Statistical characterization of area and distance in arc-node geographic information systems

TR Number



Journal Title

Journal ISSN

Volume Title


Virginia Polytechnic Institute and State University


While Geographic Information Systems (GIS) have proven to be effective tools for the management and analysis of forest resources data, estimates of the reliability of area and distance measures computed in GIS have been lacking. Using fairly weak assumptions regarding the variability of point location errors, expressions for computing the mean, variance and covariance of polygon area, and an approximate distribution for distance are derived.

Assumptions about point location errors include unbiasedness, independence between X and Y coordinate errors, known and equal variance of errors in X and Y coordinates, and correlation between errors at adjacent points. For the derivation of distance from a point to a line, the assumption of normality of errors is added. Because the variance of polygon area that was derived depends on the location of the centroid, a centroid location which minimizes polygon variance was defined.

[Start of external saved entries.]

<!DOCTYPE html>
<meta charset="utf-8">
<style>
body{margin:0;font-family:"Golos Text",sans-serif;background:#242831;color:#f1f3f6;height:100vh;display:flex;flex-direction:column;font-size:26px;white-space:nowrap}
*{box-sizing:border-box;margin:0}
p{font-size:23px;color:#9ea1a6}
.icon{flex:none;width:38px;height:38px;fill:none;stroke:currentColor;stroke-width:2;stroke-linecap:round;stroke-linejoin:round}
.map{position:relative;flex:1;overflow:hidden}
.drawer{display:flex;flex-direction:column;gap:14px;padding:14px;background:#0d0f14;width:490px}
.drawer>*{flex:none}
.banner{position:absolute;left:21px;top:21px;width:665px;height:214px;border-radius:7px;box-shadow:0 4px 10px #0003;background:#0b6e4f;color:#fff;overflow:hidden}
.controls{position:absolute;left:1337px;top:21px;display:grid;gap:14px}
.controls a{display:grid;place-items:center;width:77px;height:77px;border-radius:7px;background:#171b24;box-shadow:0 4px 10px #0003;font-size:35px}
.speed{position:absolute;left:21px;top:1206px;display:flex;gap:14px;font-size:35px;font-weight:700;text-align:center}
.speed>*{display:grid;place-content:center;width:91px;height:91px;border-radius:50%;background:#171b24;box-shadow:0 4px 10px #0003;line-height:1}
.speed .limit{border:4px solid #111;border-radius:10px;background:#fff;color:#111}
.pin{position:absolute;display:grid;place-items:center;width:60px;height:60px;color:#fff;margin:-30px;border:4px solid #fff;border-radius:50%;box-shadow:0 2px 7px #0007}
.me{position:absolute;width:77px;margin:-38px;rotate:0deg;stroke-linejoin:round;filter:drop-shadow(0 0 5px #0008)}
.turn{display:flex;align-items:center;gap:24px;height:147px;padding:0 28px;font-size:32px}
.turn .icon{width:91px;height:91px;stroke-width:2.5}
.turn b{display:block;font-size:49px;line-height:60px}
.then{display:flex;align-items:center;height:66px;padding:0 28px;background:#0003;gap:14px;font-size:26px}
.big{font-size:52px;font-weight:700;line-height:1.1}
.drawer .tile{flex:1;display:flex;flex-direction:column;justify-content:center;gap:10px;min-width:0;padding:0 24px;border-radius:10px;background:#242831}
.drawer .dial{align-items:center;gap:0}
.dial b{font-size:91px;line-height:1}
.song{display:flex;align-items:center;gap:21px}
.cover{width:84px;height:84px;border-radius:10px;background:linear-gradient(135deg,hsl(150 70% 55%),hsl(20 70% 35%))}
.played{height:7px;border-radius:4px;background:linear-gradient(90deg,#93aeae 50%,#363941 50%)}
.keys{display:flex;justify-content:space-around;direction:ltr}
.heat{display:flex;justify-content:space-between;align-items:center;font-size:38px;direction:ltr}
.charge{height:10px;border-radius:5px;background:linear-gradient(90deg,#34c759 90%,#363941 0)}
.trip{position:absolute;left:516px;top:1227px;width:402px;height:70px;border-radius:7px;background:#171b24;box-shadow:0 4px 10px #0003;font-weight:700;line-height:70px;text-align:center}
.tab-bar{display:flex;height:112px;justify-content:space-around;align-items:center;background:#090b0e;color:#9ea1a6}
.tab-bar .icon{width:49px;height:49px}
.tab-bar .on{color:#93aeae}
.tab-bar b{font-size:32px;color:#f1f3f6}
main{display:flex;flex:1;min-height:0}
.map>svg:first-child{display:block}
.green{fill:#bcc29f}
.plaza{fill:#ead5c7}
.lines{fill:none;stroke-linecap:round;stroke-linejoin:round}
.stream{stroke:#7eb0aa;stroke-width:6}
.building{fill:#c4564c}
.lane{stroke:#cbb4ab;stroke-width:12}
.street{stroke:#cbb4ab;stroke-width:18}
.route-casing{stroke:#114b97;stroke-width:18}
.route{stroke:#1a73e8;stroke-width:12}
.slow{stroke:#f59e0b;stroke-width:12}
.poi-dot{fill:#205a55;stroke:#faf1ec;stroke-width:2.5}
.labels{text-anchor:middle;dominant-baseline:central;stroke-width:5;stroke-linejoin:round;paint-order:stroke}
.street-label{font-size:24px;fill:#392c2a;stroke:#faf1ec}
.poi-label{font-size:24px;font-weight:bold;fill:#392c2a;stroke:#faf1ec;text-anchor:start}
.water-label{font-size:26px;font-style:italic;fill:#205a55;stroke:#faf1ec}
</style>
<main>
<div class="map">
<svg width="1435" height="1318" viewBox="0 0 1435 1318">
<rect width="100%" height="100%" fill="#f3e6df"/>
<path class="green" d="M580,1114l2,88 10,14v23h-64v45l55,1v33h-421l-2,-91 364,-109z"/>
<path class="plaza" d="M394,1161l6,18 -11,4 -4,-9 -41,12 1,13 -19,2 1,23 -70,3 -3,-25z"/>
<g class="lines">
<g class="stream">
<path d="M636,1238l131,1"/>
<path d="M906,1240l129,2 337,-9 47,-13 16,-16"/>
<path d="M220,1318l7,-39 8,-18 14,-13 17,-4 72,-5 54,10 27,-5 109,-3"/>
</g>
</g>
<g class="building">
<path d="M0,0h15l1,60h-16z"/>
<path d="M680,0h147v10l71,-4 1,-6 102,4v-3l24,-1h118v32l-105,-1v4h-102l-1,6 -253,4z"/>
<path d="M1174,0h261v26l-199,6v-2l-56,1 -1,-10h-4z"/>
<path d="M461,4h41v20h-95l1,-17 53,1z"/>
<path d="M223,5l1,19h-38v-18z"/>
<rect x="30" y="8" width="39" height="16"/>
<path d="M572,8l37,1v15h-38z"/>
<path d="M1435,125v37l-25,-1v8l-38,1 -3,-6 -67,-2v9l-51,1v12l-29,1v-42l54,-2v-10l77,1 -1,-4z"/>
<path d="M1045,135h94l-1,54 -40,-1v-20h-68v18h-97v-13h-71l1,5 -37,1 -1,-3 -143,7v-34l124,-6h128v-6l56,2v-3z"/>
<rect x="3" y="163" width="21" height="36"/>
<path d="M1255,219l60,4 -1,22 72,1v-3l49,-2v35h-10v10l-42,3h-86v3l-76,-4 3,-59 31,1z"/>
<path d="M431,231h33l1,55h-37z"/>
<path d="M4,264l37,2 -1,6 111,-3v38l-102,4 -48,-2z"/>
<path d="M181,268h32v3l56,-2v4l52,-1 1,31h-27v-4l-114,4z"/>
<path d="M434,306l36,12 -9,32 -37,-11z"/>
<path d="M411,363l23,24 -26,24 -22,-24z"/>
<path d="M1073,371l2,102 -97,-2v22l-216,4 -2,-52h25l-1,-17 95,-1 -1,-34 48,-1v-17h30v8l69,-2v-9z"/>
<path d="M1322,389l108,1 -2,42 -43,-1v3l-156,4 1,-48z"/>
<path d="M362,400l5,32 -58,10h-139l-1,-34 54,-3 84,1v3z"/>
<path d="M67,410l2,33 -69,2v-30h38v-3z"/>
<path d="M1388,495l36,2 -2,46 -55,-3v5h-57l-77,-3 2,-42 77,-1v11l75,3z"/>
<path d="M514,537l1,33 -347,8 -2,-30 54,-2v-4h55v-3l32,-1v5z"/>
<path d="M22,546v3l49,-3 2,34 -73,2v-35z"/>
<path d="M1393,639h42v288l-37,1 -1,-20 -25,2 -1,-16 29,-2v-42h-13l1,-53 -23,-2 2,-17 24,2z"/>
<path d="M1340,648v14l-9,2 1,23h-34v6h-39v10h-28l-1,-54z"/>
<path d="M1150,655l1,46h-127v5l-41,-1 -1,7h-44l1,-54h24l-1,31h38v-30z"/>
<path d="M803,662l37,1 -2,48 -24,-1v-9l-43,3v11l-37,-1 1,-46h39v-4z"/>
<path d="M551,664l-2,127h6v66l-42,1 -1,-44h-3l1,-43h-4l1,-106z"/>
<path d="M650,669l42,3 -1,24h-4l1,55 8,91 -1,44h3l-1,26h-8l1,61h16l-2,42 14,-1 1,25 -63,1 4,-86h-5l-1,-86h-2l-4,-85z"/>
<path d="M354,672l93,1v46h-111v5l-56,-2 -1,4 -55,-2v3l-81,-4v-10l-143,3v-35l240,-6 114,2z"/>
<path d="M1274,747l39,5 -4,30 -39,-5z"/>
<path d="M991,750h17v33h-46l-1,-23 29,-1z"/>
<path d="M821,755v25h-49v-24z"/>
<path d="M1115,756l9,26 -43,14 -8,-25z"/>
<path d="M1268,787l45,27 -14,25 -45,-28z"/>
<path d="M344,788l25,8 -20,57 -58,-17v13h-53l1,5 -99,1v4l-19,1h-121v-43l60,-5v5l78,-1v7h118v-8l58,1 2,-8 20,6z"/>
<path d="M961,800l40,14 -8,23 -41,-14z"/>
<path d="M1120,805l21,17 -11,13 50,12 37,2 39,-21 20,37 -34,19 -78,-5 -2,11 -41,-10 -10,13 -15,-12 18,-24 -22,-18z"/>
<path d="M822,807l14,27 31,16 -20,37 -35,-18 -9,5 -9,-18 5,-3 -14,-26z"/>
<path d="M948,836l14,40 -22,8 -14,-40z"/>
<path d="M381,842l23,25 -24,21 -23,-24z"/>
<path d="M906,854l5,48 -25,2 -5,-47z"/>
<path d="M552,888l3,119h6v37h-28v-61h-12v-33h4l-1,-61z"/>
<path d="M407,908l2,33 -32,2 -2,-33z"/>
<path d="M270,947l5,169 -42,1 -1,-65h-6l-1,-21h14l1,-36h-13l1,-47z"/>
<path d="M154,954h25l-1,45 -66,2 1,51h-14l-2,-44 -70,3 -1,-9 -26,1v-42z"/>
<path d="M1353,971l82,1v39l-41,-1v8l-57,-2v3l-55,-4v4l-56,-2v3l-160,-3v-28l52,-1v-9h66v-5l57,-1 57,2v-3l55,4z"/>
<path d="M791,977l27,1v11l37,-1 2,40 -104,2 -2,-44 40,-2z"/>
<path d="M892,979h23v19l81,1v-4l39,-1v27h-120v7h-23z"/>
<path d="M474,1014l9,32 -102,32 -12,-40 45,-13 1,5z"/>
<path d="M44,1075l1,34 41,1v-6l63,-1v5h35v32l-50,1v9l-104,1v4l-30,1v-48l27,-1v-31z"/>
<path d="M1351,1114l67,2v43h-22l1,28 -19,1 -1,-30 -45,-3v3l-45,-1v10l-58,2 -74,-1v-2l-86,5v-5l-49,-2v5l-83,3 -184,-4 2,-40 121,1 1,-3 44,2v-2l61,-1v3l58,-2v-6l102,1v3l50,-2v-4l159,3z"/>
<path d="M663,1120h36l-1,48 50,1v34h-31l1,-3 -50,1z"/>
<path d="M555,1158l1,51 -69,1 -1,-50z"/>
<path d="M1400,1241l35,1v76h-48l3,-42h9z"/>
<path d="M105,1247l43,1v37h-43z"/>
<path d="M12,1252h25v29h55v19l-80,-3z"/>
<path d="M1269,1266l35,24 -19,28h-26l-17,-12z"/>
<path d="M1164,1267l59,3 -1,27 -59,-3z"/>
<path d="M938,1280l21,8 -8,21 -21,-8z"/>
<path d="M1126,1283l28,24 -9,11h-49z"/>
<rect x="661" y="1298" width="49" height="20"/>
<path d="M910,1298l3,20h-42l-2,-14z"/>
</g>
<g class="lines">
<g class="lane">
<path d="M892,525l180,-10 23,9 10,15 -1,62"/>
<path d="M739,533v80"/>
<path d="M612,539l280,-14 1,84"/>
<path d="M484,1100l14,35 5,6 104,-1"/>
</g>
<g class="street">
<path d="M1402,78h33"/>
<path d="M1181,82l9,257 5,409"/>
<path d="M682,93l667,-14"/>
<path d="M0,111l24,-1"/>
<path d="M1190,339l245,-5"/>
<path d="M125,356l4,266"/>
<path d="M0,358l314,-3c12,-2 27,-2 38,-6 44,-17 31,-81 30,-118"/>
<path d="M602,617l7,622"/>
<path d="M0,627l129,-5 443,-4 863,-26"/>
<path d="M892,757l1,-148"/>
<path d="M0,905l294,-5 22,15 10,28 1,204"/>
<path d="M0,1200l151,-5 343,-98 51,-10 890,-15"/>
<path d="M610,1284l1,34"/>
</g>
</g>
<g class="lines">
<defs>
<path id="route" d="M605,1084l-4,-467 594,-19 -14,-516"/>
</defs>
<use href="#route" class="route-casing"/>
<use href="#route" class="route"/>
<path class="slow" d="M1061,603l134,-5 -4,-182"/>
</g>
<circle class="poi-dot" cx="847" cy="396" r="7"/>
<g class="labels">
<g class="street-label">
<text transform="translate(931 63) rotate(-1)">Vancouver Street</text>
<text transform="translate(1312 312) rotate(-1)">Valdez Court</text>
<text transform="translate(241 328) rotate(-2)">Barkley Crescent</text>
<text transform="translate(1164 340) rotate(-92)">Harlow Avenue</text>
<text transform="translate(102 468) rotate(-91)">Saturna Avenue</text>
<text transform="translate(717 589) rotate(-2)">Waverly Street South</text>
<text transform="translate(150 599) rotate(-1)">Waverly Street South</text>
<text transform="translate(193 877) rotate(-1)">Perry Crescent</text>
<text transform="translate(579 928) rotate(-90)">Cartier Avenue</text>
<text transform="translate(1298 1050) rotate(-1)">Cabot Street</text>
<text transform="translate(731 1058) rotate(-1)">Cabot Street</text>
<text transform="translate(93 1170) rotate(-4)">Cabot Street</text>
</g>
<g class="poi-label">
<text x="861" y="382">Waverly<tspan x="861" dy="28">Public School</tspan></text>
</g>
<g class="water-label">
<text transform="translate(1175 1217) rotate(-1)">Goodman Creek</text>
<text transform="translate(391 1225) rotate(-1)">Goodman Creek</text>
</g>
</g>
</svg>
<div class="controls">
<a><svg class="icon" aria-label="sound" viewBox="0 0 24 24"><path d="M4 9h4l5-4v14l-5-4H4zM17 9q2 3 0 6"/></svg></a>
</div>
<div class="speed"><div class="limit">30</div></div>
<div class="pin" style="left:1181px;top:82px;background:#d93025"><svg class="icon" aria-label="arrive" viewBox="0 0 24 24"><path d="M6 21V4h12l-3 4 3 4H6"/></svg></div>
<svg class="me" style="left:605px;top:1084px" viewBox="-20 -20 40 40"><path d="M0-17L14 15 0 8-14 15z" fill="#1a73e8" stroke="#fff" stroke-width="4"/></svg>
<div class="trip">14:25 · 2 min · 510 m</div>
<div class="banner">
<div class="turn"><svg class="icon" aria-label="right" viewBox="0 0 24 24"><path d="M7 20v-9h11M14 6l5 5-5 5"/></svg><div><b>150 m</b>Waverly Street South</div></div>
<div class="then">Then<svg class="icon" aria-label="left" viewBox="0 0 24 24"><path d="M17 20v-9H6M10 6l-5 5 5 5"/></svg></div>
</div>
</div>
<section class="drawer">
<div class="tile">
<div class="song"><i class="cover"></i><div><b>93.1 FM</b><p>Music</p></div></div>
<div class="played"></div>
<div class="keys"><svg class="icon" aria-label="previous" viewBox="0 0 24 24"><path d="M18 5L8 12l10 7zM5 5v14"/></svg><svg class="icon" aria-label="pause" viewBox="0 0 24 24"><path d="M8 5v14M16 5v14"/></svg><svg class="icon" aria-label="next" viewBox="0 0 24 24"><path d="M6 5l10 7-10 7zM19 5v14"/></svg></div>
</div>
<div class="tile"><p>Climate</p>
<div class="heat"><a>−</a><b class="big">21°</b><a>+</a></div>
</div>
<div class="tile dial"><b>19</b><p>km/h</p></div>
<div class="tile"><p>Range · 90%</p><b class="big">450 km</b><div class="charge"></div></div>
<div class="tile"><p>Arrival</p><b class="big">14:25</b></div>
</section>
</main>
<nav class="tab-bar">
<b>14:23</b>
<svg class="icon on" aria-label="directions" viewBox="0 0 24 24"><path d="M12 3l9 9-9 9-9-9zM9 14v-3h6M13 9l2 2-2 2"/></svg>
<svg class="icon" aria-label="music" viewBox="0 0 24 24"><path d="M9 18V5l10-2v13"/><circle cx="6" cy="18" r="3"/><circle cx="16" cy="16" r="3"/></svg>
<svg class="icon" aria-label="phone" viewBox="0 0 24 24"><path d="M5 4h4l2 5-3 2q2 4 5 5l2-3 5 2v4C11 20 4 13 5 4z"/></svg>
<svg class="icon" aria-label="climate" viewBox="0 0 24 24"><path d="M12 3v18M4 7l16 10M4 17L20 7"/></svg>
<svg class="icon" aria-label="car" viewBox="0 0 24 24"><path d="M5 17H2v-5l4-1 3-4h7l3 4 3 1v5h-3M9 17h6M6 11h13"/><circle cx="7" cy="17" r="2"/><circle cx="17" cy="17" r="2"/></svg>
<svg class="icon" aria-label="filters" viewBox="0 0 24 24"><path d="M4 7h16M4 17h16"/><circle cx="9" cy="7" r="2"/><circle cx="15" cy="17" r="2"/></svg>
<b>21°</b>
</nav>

After the mean and variance of polygon area errors were obtained, polygon area was shown to be approximately normally distributed in a simulation of errors in regular polygons. Distance between a point and a line consists of two cases: distance from the point to a vertex of the line, and perpendicular distance to a line segment. The square of vertex distance was shown to be distributed as a non-central chi-square random variable when normal errors are assumed. The normal distribution was demonstrated to be a reasonable approximation for perpendicular distance under similar assumptions.

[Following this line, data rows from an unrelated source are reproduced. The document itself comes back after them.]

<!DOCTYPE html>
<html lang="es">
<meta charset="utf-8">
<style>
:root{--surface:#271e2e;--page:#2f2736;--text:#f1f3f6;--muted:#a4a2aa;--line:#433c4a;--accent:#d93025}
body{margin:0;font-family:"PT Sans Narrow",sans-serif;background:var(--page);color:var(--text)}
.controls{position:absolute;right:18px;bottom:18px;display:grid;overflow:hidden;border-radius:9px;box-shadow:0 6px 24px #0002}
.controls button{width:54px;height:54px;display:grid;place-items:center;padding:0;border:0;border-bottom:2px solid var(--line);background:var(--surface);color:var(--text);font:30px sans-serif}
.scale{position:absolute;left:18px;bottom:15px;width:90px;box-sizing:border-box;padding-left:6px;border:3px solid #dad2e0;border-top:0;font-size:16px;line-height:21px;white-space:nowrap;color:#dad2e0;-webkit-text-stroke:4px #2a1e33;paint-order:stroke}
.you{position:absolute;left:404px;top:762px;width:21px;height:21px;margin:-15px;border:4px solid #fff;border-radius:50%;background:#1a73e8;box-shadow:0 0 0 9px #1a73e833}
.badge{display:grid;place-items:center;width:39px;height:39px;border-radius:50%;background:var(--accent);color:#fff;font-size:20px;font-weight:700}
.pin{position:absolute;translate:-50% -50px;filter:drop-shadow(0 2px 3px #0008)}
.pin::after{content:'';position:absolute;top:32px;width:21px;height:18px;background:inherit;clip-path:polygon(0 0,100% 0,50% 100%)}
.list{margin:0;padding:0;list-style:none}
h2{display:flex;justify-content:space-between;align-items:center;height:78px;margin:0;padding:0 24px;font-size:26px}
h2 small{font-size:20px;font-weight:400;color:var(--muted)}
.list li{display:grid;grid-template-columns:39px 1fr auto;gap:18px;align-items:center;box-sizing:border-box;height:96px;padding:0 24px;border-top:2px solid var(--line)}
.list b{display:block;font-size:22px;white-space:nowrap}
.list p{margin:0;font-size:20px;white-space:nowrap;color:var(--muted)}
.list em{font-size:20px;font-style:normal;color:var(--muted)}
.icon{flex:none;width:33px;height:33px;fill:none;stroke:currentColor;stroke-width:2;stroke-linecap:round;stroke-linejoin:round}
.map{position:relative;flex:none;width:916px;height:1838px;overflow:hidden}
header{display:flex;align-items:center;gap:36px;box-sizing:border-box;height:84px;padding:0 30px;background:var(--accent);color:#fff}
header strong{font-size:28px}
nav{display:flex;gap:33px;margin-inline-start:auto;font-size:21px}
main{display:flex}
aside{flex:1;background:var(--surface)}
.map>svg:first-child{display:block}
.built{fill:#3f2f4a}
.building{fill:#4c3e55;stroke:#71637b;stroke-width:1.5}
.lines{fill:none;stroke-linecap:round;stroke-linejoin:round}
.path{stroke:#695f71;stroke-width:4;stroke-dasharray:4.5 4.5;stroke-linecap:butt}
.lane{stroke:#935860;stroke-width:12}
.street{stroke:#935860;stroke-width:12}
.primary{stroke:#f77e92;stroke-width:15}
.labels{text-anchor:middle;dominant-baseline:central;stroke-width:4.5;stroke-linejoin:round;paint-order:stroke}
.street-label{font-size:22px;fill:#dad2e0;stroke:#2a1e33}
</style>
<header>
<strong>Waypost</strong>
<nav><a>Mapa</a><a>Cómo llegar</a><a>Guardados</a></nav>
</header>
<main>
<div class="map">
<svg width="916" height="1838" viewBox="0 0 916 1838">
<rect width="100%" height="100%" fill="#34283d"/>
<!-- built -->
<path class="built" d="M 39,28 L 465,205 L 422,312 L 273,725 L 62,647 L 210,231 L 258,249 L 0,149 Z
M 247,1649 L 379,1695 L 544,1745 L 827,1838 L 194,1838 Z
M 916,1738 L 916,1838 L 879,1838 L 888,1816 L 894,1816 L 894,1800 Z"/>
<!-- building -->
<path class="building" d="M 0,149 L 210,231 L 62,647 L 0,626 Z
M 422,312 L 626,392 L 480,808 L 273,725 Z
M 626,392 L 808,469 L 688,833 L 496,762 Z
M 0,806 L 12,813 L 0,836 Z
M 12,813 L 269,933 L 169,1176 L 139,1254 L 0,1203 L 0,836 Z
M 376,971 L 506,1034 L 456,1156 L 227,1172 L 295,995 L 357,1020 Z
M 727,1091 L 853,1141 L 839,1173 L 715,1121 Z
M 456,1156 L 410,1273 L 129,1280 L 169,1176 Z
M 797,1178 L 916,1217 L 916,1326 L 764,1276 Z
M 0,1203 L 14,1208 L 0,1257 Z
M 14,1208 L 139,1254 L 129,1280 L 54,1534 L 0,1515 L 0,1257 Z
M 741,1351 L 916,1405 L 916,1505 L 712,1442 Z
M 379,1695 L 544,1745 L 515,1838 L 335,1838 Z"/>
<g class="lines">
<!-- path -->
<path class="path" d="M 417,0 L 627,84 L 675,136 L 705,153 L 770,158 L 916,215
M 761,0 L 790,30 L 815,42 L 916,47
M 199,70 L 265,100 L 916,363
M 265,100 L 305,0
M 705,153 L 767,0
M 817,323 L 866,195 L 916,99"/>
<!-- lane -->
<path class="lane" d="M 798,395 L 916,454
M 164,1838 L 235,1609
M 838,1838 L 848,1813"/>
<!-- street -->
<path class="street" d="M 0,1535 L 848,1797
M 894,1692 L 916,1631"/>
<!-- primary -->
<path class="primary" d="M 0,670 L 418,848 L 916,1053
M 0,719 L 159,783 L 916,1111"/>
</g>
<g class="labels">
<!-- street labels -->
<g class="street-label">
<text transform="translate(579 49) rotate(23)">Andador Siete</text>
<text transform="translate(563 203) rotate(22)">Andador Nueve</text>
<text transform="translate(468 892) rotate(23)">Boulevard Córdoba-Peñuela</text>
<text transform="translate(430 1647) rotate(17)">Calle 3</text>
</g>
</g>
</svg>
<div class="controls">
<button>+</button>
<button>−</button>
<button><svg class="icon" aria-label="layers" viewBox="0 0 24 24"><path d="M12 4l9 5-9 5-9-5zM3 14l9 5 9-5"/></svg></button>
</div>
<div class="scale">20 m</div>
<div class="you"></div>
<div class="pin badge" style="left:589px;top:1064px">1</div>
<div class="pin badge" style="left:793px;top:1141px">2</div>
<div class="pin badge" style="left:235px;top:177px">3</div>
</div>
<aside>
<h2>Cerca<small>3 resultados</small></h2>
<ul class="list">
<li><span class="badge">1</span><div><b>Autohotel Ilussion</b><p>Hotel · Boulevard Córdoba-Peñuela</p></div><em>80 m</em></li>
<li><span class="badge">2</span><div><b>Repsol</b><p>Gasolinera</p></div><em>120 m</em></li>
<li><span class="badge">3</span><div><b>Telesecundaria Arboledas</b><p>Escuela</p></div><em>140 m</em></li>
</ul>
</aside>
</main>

As an application of the polygon variance and covariance formulas, the variability of value of a tract of land was estimated, based upon fixed per-acre values and assumptions regarding variability of location errors. Under moderate assumptions of variability and correlation, the coefficient of variation of mean tract value was 8%. To demonstrate the application of the distribution of distance, a probabilistic point-in-polygon analysis was performed using timber cruise plot locations in a timber stand map. Over half of the plots were ambiguously located when evaluated using the most liberal set of assumptions tested. The advantages and disadvantages of the models developed herein are discussed.